Case Study Method in Sociology
Case study is one of the most widely used qualitative research methods in sociology, especially for understanding social reality in its depth and complexity. It involves an intensive and detailed investigation of a single social unit such as an individual, family, group, institution, event, district, or community. The method is particularly useful in sociology because society is dynamic and layered, and many social phenomena cannot be properly understood through numbers alone. Case study allows the researcher to enter the real-life context of people and institutions, explore hidden meanings, identify causes behind behaviour, and develop rich explanations supported by lived experiences.
Meaning and Nature
- In-depth investigation of a single unit: Case study involves an intensive analysis of one unit—person/group/community/event.
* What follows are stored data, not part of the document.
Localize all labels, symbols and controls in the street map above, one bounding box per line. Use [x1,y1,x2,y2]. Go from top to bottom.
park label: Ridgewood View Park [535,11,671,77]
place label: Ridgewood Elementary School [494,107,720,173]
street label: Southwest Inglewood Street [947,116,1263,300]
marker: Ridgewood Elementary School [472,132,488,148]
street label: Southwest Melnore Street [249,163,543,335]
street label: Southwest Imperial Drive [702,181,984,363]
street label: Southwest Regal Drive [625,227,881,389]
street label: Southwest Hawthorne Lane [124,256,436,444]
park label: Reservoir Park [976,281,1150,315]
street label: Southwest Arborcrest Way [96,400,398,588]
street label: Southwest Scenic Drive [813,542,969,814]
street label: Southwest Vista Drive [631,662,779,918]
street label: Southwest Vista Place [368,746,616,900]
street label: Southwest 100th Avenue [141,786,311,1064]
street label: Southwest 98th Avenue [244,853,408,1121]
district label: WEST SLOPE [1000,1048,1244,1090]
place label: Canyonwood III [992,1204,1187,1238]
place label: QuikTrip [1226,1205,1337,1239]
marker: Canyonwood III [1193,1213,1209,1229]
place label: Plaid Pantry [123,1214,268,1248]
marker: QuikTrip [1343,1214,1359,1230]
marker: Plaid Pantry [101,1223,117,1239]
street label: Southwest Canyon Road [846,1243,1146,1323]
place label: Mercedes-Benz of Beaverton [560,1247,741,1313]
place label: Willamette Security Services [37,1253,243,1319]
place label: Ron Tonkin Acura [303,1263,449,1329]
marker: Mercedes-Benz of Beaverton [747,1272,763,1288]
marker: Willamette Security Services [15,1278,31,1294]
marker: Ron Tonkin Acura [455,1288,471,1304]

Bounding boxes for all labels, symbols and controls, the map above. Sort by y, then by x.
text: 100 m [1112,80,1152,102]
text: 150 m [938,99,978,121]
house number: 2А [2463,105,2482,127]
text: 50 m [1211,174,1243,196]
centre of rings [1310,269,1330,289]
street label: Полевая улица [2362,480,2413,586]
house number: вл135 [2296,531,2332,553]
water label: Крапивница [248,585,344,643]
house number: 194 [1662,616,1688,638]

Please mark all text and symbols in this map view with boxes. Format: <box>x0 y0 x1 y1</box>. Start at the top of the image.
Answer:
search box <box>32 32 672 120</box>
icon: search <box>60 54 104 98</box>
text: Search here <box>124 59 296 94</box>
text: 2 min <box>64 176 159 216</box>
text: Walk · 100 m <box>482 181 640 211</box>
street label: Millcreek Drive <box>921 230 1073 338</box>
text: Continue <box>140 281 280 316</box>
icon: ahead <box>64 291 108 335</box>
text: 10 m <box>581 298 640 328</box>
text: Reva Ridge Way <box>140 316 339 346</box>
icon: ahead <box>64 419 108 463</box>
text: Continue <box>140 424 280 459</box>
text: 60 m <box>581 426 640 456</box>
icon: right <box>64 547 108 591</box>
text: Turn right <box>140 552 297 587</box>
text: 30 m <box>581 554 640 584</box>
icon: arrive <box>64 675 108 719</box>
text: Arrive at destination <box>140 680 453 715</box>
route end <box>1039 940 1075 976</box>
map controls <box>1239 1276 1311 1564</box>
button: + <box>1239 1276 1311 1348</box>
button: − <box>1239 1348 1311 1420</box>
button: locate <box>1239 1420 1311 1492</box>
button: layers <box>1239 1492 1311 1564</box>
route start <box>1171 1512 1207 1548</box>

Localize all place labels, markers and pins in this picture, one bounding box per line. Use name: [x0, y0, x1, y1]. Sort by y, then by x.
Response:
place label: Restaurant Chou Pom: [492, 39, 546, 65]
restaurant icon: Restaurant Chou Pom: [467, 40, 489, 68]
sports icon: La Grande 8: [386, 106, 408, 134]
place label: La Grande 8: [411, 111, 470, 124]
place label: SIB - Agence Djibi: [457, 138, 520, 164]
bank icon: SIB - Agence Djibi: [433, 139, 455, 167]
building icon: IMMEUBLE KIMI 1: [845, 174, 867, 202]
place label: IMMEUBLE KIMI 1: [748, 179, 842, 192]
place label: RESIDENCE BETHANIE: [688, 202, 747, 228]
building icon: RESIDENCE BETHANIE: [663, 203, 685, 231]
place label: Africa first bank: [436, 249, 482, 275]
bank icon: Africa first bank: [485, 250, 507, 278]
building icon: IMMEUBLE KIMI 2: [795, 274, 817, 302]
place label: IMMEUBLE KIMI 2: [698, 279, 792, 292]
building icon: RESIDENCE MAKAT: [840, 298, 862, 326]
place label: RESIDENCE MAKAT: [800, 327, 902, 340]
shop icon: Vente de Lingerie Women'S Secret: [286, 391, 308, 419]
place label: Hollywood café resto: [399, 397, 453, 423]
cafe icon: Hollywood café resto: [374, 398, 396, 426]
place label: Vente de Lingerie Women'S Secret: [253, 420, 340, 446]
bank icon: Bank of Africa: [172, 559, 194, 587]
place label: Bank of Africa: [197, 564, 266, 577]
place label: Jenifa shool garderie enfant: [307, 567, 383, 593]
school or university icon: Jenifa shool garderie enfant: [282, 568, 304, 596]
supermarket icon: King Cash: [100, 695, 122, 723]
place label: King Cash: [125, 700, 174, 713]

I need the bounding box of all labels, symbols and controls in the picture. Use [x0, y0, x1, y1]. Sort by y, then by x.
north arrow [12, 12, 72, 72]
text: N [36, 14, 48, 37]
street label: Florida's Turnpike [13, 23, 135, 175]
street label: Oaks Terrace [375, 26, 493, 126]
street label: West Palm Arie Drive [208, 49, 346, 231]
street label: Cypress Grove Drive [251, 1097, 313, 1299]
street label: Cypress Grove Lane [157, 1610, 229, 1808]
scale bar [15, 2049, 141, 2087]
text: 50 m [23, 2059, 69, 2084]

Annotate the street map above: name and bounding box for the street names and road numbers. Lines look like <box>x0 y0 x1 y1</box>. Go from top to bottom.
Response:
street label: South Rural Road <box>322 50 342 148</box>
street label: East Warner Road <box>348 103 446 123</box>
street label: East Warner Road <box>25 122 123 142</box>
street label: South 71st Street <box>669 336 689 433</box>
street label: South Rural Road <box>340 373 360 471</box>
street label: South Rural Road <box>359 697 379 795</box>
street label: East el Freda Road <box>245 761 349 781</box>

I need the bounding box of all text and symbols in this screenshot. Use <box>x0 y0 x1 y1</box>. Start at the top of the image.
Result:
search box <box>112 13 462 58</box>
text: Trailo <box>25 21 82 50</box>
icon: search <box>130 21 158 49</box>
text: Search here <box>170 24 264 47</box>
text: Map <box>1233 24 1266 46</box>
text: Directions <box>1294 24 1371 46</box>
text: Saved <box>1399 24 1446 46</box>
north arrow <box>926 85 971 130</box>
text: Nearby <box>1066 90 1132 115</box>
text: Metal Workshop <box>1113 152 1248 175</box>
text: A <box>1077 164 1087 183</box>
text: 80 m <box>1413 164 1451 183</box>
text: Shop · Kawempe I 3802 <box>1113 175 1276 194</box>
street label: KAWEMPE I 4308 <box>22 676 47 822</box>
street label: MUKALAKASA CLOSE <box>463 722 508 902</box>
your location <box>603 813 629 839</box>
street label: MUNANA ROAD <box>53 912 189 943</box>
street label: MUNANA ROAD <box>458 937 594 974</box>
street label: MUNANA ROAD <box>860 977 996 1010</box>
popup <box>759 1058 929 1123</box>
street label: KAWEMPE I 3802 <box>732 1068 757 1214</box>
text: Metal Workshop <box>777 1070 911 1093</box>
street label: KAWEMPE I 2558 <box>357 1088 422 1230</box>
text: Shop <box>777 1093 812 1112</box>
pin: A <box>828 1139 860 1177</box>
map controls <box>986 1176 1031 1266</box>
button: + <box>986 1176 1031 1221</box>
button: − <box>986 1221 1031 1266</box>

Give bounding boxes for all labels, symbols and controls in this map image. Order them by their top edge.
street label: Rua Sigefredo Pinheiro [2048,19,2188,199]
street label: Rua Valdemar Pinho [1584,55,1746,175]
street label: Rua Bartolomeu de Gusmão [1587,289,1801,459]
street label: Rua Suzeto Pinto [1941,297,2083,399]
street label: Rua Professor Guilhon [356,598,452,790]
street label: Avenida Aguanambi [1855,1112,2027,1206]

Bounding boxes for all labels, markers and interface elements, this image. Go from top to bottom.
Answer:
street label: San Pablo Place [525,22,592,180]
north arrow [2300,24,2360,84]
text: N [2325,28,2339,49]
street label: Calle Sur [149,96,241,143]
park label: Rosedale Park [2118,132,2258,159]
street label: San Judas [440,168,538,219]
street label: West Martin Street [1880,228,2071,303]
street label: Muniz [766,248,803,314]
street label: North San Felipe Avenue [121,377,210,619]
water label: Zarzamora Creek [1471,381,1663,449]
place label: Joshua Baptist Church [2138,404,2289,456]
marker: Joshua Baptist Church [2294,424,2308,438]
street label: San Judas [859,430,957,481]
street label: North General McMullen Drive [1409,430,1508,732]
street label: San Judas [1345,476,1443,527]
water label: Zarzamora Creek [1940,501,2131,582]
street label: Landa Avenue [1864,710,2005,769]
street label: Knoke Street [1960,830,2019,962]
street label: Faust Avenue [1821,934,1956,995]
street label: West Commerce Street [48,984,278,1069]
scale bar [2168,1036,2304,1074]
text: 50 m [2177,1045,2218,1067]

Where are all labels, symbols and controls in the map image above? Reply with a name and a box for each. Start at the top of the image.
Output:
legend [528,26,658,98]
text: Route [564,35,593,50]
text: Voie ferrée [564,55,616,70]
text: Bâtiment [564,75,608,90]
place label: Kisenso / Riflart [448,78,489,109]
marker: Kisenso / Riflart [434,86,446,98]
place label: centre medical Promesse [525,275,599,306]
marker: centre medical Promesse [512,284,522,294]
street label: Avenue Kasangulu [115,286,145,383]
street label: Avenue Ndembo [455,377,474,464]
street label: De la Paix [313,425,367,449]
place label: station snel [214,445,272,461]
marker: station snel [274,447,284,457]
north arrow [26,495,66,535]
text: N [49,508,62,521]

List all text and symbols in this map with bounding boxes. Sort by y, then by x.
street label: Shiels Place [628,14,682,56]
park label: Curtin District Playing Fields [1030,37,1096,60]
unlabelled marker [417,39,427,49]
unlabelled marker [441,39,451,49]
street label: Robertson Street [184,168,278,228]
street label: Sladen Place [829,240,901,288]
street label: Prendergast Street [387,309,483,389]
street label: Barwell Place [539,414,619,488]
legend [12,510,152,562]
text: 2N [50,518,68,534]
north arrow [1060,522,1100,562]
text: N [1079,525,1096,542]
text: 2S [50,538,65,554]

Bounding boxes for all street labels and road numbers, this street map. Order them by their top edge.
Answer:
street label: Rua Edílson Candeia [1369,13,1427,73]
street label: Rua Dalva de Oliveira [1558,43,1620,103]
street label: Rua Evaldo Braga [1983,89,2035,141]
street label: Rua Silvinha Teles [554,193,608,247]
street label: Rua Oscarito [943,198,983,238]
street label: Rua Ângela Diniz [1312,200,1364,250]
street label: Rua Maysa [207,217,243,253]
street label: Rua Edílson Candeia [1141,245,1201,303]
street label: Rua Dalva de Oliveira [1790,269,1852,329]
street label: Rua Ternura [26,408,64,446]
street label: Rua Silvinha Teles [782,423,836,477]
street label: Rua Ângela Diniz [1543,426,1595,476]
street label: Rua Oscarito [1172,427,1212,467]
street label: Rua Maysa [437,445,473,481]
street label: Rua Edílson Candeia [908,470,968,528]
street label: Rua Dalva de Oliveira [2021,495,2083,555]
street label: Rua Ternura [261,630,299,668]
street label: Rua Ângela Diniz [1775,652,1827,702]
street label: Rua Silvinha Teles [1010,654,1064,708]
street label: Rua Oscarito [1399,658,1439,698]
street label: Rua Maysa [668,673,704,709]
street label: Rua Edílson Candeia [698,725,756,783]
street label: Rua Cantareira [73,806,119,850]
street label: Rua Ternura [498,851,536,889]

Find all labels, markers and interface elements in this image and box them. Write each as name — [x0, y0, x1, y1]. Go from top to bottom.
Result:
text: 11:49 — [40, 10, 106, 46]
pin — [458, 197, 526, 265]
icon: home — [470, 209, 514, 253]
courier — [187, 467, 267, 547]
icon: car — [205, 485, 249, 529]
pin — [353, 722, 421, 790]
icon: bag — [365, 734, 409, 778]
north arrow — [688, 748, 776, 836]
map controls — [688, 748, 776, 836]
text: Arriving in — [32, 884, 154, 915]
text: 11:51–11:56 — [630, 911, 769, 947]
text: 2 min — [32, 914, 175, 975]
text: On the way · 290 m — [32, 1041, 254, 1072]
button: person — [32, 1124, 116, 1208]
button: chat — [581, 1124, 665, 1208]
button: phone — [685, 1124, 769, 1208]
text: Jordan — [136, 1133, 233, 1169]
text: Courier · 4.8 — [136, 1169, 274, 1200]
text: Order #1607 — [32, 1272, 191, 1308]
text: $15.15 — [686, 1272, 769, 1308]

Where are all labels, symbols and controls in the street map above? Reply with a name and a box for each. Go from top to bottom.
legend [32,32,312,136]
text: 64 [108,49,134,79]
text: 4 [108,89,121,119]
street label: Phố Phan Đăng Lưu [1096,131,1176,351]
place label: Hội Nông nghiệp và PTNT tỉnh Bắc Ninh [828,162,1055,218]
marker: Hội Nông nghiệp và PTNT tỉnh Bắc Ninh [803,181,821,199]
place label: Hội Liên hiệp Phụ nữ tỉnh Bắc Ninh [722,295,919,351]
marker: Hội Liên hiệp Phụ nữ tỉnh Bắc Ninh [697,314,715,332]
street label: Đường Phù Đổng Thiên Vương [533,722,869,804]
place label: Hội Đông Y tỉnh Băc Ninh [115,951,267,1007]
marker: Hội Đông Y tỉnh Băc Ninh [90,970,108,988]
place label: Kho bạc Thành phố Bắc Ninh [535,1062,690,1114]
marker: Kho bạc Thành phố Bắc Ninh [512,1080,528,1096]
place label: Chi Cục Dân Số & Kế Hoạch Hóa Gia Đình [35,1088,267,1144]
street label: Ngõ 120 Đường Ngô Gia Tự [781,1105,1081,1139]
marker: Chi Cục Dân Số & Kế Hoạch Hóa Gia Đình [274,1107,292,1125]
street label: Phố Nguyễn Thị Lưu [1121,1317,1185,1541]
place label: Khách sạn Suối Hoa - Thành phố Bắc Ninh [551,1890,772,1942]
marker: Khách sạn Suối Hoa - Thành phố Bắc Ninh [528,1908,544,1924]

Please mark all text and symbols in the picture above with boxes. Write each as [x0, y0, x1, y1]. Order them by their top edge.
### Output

Example: Studying one slum community in Mumbai to understand informal economy, migration, crime networks, and women’s self-help groups. - P.V. Young’s definition (Comprehensive study of a social unit): Case study is a comprehensive study of a social unit—person, group, institution, district, or community.
Emphasis is on studying each aspect in minute detail and then drawing generalisations and inferences.
Example: A sociologist studying a single government school in rural Karnataka may examine teacher absenteeism, caste-based seating patterns, mid-day meal functioning, and parental participation. - Yin’s definition (Contemporary phenomenon in real-life context): Case study is an empirical inquiry investigating a contemporary phenomenon in its real-life setting, especially when boundaries between phenomenon and context are unclear.
Uses multiple sources of evidence.
Example: Studying the rise of alcoholism in a tribal belt: cannot separate alcoholism from poverty, displacement, unemployment, cultural breakdown, and mining-induced migration. - Kromrey’s view (Natural setting and long period): Case study often involves studying cases in their natural environment and for a long duration.
Example: A researcher studying the transformation of a village after the introduction of irrigation over 5 years—tracking changes in land relations, caste dominance, and migration.
- In-depth investigation of a single unit: Case study involves an intensive analysis of one unit—person/group/community/event.
Sources of Data Collection for Case Study
Primary Data Sources
Interviews
Includes structured, semi-structured, and unstructured interviews.
Helps understand subjective meanings and lived experience.
Example: Interviewing victims and perpetrators during communal tension to understand rumours, fears, and political mobilisation.
Observation (Participant/Non-participant)
Allows researchers to capture behaviour, interactions, and routines.
Example: Participant observation in a factory helps understand informal worker hierarchies, union politics, gender discrimination, and workplace culture.
Secondary Data Sources
Includes reports, records, newspapers, books, files, diaries, magazines etc.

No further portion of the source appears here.